News & Politics

How “Hamilton” Director Thomas Kail’s DC-Area Background Influenced His Work

The Alexandria native learned about politics at a very young age.

Thomas Kail, who grew up in Alexandria, directed the mega-hit musical Hamilton, which opens in DC on Tuesday. Photo courtesy Hamilton.

Hamilton‘s lyrics may call New York “the greatest city in the world,” but Thomas Kail, the musical’s Tony-winning director, claims “the proud 703″ as his hometown. Kail was born in Alexandria and made the daily commute from King St. to Tenleytown to attend Sidwell Friends, which means that the astronomically popular hip-hop musical’s stint at the Kennedy Center will serve as a homecoming as well as his DC directorial debut. We asked Kail about growing up in the area, staging Hamilton in this politically fueled city, and, of course, the Caps.

Were you at the Caps parade?

I wish I was at the Caps parade. I grew up in Alexandria, so I used to go ice skating at the Mount Vernon ice rink, which is where the Caps practiced. I have like 78 hockey sticks from Rod Langway. I was a crazy, crazy DC sports fan. I happened to be in Vegas with the other [touring production of Hamilton] on the night of the first game, so I had to kind of mute it. But I was wearing my pride on the inside.

So you’re directing productions in multiple different cities?

I am responsible for and direct all of the tours and all of the productions of Hamilton. I cast everybody in every show, I rehearse them when we’re in New York. Once the show is out on the road, I have a really incredible group of resident and associate directors who each live with the production. I can’t be in all these places at once, so this allows there to be someone from our directing team always present. There’s a lot of text chains flying around. And I try to go see the show as frequently as I can when it’s on the road, which ends up being roughly every six to eight weeks. They don’t need me at this point, but I like being around. I’ll usually go and try to watch a couple shows, run a rehearsal, be there to take notes, and also just to connect with them.

How has growing up here influenced your artistic work?

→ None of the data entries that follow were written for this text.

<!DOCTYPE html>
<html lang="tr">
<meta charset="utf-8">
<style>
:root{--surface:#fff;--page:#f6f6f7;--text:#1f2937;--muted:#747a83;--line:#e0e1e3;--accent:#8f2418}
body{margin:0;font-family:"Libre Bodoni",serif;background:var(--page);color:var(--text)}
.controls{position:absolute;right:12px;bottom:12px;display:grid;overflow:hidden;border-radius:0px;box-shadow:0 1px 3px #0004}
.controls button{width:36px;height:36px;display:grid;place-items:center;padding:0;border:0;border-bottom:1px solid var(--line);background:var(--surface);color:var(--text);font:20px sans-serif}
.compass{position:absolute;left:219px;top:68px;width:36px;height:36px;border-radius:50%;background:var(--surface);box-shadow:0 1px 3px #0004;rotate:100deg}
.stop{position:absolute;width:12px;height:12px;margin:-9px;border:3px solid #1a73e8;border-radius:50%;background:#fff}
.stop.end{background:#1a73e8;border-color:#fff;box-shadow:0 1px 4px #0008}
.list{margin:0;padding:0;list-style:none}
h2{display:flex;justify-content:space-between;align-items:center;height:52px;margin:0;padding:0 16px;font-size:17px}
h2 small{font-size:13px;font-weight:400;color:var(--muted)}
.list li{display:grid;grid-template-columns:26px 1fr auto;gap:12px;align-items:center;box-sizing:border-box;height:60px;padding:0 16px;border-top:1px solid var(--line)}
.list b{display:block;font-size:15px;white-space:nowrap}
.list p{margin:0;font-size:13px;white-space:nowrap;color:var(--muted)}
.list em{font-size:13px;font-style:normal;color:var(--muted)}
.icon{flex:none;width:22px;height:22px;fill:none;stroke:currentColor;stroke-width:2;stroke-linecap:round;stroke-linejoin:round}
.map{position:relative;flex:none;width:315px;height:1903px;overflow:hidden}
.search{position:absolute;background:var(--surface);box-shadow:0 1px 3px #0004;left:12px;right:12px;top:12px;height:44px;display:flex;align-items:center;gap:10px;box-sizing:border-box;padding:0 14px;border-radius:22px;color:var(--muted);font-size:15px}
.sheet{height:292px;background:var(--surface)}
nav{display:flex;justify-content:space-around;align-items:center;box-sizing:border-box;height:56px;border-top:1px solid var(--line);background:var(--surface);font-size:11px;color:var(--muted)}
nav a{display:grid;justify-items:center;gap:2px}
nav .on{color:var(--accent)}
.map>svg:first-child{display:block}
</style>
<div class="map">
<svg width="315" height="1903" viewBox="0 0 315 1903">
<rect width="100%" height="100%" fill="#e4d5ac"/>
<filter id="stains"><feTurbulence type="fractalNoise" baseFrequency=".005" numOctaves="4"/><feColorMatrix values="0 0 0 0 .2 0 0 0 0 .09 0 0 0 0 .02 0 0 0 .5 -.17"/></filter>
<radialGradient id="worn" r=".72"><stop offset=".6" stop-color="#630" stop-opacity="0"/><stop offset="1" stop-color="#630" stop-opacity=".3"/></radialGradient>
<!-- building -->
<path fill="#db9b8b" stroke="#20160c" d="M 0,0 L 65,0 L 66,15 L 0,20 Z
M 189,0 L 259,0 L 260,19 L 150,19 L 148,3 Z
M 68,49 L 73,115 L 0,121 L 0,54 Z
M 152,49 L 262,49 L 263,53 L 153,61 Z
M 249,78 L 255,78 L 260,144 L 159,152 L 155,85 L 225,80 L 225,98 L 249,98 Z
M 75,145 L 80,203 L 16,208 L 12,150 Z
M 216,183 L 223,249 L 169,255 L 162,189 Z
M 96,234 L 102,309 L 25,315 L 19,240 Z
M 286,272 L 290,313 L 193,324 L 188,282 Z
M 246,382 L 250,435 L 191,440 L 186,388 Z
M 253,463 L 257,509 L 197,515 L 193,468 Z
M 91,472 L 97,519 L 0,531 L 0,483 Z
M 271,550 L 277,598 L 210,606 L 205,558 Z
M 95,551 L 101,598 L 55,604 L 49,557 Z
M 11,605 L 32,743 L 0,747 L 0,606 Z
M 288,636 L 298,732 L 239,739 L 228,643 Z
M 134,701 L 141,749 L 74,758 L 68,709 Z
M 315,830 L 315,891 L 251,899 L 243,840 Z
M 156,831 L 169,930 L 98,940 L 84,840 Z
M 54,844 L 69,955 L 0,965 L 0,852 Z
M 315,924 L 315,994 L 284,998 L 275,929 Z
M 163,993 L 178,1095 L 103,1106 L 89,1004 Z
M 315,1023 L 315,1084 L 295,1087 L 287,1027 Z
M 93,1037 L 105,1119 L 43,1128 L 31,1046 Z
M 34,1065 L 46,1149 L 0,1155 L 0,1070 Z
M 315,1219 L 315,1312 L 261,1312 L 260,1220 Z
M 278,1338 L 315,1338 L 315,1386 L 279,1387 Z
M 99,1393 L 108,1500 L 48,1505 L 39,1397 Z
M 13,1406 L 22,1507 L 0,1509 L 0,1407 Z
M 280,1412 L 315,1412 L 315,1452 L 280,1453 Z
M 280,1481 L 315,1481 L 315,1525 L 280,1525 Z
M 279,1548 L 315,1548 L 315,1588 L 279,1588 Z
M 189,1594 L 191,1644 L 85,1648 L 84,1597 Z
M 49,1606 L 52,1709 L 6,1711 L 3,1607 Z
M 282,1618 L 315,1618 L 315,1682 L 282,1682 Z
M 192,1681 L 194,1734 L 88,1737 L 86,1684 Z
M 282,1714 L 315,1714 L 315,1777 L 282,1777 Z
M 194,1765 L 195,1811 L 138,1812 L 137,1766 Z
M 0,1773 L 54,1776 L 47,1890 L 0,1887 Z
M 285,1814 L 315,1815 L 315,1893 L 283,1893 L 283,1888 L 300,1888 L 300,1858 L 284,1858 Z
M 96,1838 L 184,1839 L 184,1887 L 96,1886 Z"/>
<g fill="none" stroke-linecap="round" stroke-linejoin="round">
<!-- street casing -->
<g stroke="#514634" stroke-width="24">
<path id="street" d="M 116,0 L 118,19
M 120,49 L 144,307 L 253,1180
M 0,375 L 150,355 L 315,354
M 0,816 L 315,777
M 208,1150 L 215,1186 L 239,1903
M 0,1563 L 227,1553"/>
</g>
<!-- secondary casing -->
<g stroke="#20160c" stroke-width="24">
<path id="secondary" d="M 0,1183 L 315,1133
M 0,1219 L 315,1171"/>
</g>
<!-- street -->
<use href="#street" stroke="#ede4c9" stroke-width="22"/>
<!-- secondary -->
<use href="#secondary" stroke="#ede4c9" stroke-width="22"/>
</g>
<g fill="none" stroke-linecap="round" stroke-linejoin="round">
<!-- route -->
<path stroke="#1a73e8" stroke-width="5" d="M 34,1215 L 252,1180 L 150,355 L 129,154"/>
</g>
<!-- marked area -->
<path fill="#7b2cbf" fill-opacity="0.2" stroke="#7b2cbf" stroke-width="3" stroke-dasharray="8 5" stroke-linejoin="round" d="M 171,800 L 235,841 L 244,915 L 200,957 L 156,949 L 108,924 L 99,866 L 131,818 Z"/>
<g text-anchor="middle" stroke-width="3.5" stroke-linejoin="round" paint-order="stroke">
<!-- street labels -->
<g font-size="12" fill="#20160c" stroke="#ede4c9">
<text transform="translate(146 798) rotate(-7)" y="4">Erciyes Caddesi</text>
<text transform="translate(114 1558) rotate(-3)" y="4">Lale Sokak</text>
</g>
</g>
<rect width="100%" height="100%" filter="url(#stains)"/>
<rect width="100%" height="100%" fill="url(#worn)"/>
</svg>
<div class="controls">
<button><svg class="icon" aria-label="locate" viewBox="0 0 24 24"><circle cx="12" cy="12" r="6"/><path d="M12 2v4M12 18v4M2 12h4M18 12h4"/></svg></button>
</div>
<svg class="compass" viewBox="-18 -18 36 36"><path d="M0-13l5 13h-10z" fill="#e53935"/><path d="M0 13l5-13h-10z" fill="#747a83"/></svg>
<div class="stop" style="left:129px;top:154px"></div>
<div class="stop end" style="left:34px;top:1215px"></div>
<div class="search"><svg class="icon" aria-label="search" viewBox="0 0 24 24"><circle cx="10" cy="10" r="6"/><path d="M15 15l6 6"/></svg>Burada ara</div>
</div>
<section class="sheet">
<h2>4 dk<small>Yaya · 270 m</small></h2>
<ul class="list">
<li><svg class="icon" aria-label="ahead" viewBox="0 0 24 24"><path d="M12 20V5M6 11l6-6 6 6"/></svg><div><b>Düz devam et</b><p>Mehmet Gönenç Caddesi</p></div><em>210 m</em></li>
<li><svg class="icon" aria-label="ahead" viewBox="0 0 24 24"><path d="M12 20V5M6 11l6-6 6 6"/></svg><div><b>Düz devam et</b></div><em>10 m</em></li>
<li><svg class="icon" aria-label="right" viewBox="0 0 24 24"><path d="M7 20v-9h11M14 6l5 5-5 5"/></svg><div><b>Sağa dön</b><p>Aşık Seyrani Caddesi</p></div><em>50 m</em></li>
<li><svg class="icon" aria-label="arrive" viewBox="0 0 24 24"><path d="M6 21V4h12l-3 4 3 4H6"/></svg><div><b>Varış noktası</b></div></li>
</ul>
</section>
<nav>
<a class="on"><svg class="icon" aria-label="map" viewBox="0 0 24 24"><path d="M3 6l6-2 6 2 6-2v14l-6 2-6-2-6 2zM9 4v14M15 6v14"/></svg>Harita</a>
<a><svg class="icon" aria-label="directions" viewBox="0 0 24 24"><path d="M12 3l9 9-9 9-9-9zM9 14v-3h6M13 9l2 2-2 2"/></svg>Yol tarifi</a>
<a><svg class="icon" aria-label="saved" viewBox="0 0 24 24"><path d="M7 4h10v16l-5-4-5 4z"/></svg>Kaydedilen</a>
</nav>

Because I was interested in politics and around politics, I found there are different kinds of leaders. There are the leaders who surrounded themselves with people who knew things that they did not know and could tell them things that they might not be able to see, and that always felt really appealing to me. There is something about surrounding yourself with people who are going to push you and extend you and have points of view that are really distinct from yours. That was something I put into my team-building when I started to move into leadership positions. I was so conscious of how much power is discussed in that city, from being a young kid.

You really can’t escape [politics in DC]. I drove into school and there were these monuments to people. You’d go to a soccer game and go, “Oh, that’s your mom. Oh, that’s your dad.” That was something I thought about a lot when we were making the design concept for Hamilton: that this couldn’t be about monoliths. It had to be about people. The personal nature of politics makes for better drama. Pushing paper around a desk is not that interesting, but when you understand why someone’s moving a paper one direction or the other, then everything begins.

Kail and choreographer Andy Blankenbuehler’s work. Photo by Joan Marcus.

Are there moments that you anticipate having extra resonance because it’s being performed in DC, especially right now?

Our job is to go and tell the story that we’ve been telling every night for the last three years. And if we tell it with authenticity and integrity, then everybody finds their own way in. To me, that’s the most nuanced argument that anyone could have, or the most elevated conversation. Our show is about these human beings at these moments of crisis and these moments of challenge and how they respond to the mistakes that they made.

That’s the beauty of anything that has real truth in it—a piece of sculpture, visual arts, some sort of writing. Everybody reads the same words, everybody hears the same thing, but the person next to you’s experience with it can be completely distinct from yours. And our hope is, because of the communal nature that theater embraces, that maybe on the way home, that becomes the spark of a conversation. Wherever we do the show, what I’m most excited about is: What are people talking about when they walk out and back into their lives? What are they talking about now that they weren’t talking about before?

This interview has been edited and condensed.